What the exercise asks: Line by line, transcribe the data below exactly and pass over the images.

Given material:
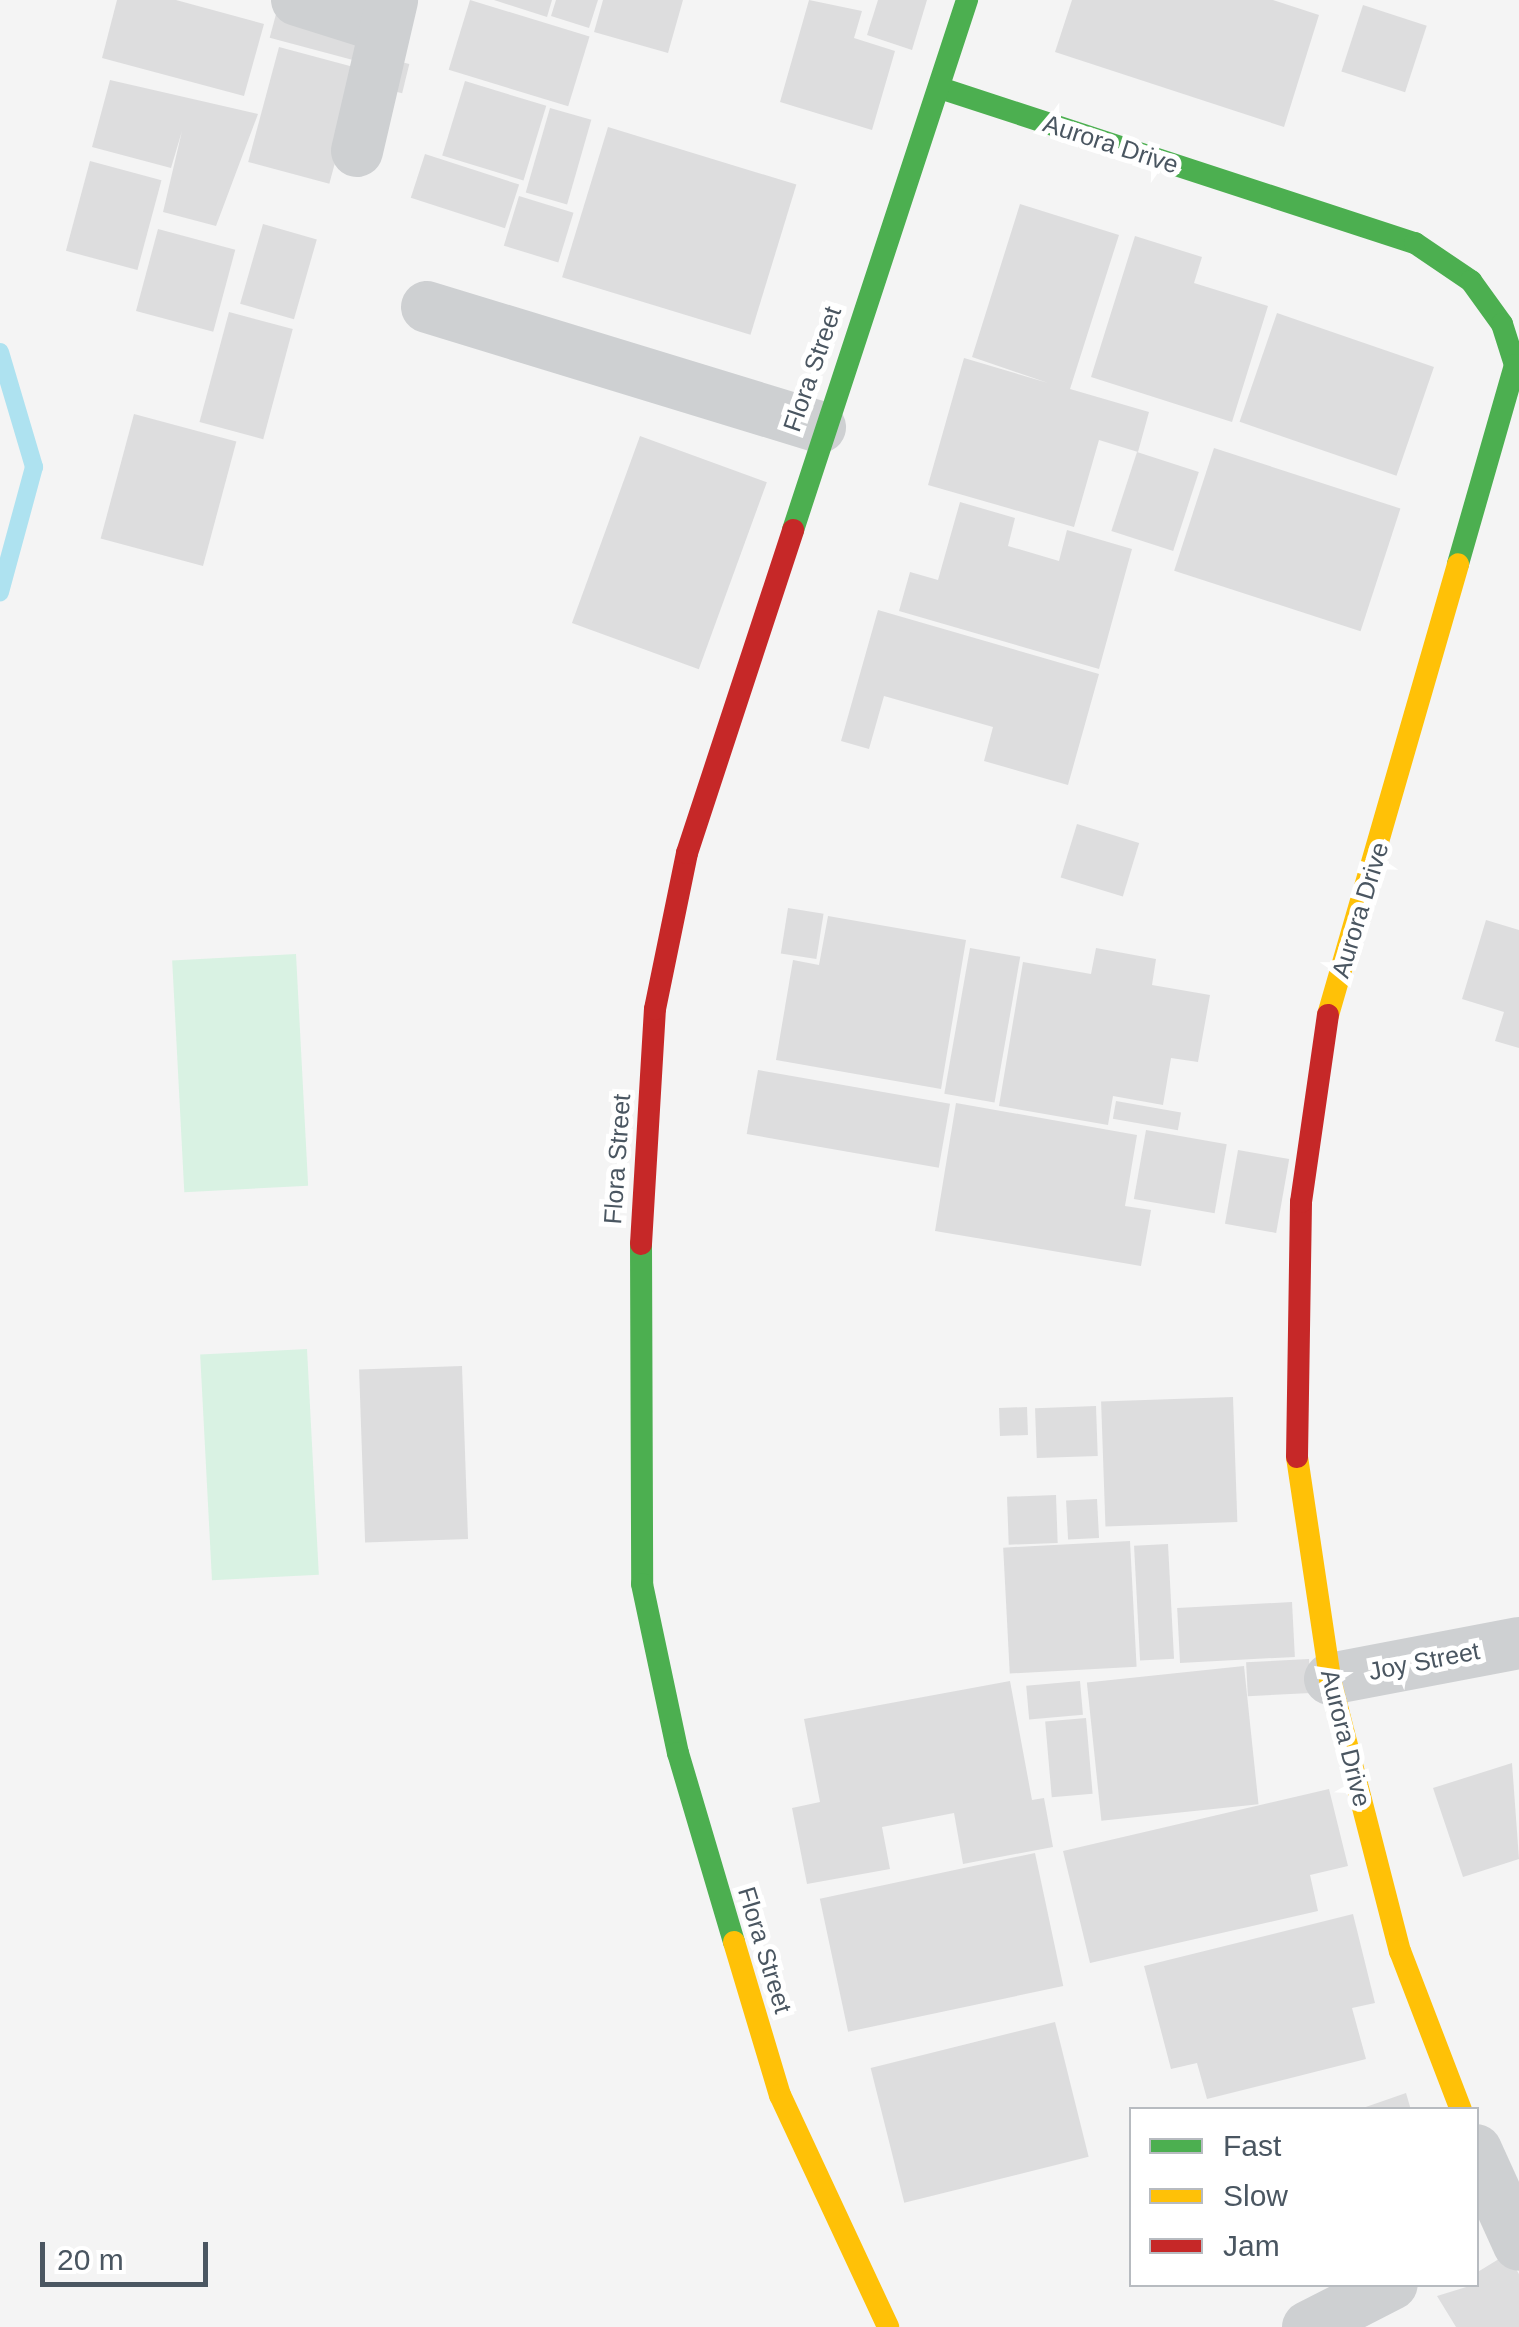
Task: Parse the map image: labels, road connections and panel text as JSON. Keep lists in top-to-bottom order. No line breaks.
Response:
{"streets":{"street":["Aurora Drive","Flora Street","Joy Street"]},"crossings":[["Aurora Drive","Flora Street"],["Aurora Drive","Joy Street"]],"legend":["Fast","Slow","Jam"],"scale_bar":"20 m"}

Task output:
Task: Parse the map image: labels, road connections and panel text as JSON. Keep lists in top-to-bottom order. No line breaks.
Response:
{"streets":{"street":["Aurora Drive","Flora Street","Joy Street"]},"crossings":[["Aurora Drive","Flora Street"],["Aurora Drive","Joy Street"]],"legend":["Fast","Slow","Jam"],"scale_bar":"20 m"}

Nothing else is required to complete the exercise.